TASK INSTRUCTIONS:
Wherever the string "dash" shows up in the data below, copy the whole line.

*** Begin section ***

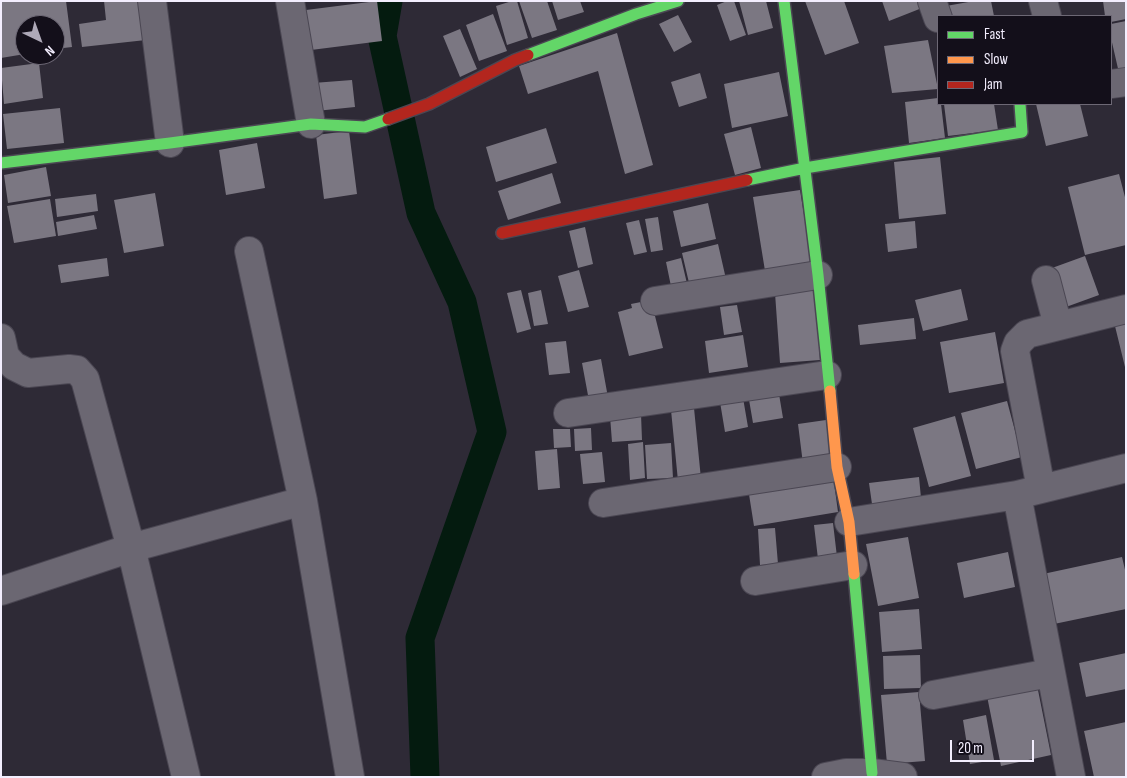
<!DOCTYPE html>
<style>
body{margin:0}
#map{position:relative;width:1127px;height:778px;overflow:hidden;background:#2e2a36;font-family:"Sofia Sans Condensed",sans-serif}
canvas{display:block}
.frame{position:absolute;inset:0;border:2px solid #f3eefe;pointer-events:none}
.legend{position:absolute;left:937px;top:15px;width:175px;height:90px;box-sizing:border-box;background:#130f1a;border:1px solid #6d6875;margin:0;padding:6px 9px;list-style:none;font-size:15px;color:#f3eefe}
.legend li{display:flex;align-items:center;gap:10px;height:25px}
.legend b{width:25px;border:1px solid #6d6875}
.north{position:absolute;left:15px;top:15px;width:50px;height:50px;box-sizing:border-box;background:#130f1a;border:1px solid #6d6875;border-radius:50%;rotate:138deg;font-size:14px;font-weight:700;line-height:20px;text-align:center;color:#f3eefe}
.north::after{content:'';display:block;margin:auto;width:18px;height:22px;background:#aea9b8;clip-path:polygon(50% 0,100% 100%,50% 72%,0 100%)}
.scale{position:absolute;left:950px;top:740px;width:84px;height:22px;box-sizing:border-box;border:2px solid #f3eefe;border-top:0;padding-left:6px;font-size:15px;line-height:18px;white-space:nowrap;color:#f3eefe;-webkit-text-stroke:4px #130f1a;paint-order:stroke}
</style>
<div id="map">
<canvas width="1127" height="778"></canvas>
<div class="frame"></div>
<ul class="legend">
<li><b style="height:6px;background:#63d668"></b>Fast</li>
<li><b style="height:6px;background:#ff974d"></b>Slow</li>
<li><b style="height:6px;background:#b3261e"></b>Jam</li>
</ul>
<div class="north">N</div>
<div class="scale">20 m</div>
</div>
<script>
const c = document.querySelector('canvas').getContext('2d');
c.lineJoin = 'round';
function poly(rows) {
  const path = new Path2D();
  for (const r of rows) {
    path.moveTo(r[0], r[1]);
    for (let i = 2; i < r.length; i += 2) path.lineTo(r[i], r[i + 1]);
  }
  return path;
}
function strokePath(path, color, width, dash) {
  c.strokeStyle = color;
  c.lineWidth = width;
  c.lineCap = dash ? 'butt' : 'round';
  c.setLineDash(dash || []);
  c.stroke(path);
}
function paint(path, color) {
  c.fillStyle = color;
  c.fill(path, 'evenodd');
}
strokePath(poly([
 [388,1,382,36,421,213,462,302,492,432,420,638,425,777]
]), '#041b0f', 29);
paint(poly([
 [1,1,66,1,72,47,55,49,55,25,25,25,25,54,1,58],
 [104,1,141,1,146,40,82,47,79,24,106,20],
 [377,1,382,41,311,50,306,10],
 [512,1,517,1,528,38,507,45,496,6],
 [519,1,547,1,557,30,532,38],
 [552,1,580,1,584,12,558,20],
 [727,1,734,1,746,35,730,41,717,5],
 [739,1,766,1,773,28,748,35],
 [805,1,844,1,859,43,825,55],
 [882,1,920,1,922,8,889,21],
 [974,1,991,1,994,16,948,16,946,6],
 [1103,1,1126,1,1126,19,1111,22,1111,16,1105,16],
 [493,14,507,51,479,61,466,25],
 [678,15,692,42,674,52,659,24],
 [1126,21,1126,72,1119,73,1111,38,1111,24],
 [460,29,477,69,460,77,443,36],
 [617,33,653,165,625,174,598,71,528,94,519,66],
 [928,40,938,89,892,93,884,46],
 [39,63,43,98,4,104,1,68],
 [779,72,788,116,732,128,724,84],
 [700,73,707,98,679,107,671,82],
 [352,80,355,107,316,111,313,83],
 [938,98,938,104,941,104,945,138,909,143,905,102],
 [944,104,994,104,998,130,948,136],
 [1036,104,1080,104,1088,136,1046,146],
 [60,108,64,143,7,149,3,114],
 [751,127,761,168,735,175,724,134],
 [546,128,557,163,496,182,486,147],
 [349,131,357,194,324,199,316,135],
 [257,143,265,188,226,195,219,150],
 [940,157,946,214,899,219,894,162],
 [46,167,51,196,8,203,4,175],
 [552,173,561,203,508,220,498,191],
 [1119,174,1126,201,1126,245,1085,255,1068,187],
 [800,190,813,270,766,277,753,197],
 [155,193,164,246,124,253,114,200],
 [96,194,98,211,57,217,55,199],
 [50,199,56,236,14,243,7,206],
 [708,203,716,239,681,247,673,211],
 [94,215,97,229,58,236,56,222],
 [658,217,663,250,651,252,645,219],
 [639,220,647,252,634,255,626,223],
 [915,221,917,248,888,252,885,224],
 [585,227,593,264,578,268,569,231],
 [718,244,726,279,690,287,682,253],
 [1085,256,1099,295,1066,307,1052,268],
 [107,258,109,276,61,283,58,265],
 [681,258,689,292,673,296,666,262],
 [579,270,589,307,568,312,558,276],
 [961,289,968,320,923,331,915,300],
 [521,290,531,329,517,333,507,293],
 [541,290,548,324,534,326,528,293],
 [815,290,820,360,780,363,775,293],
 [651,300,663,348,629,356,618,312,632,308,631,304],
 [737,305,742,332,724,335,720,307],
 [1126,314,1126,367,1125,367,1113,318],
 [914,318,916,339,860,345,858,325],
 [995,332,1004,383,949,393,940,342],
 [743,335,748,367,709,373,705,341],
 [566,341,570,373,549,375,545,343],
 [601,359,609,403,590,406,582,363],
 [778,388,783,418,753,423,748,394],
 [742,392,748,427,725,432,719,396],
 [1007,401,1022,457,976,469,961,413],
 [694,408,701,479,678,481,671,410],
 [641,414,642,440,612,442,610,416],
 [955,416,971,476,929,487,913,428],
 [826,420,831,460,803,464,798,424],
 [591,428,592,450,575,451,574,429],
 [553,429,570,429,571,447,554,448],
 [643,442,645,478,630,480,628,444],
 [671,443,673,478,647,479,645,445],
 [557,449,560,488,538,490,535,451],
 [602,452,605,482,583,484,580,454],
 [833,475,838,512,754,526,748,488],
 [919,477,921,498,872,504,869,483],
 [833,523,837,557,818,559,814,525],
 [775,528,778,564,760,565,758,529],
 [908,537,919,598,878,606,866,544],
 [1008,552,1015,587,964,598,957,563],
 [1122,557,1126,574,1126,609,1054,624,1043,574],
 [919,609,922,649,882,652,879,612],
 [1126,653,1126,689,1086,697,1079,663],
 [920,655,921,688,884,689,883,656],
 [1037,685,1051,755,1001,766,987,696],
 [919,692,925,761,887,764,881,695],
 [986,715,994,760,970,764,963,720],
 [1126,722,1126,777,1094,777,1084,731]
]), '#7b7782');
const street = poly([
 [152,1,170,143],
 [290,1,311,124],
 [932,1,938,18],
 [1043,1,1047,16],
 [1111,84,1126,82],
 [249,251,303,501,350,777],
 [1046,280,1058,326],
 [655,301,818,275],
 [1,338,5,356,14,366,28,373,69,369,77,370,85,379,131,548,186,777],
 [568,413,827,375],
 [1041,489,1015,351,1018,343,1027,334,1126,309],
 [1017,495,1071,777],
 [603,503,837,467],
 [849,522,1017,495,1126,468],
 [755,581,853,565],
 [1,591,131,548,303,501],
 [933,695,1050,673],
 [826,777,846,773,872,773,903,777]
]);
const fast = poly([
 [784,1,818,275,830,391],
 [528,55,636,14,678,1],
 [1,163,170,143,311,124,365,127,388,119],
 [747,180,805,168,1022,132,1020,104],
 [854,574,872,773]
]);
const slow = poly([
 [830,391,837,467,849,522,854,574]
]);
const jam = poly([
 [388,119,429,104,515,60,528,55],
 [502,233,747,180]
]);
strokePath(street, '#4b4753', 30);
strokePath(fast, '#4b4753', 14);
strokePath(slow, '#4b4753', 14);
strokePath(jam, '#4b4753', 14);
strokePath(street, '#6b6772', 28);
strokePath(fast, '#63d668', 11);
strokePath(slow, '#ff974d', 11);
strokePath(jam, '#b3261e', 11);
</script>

*** End section ***

SOLVED PROBLEM:
function strokePath(path, color, width, dash) {
  c.lineCap = dash ? 'butt' : 'round';
  c.setLineDash(dash || []);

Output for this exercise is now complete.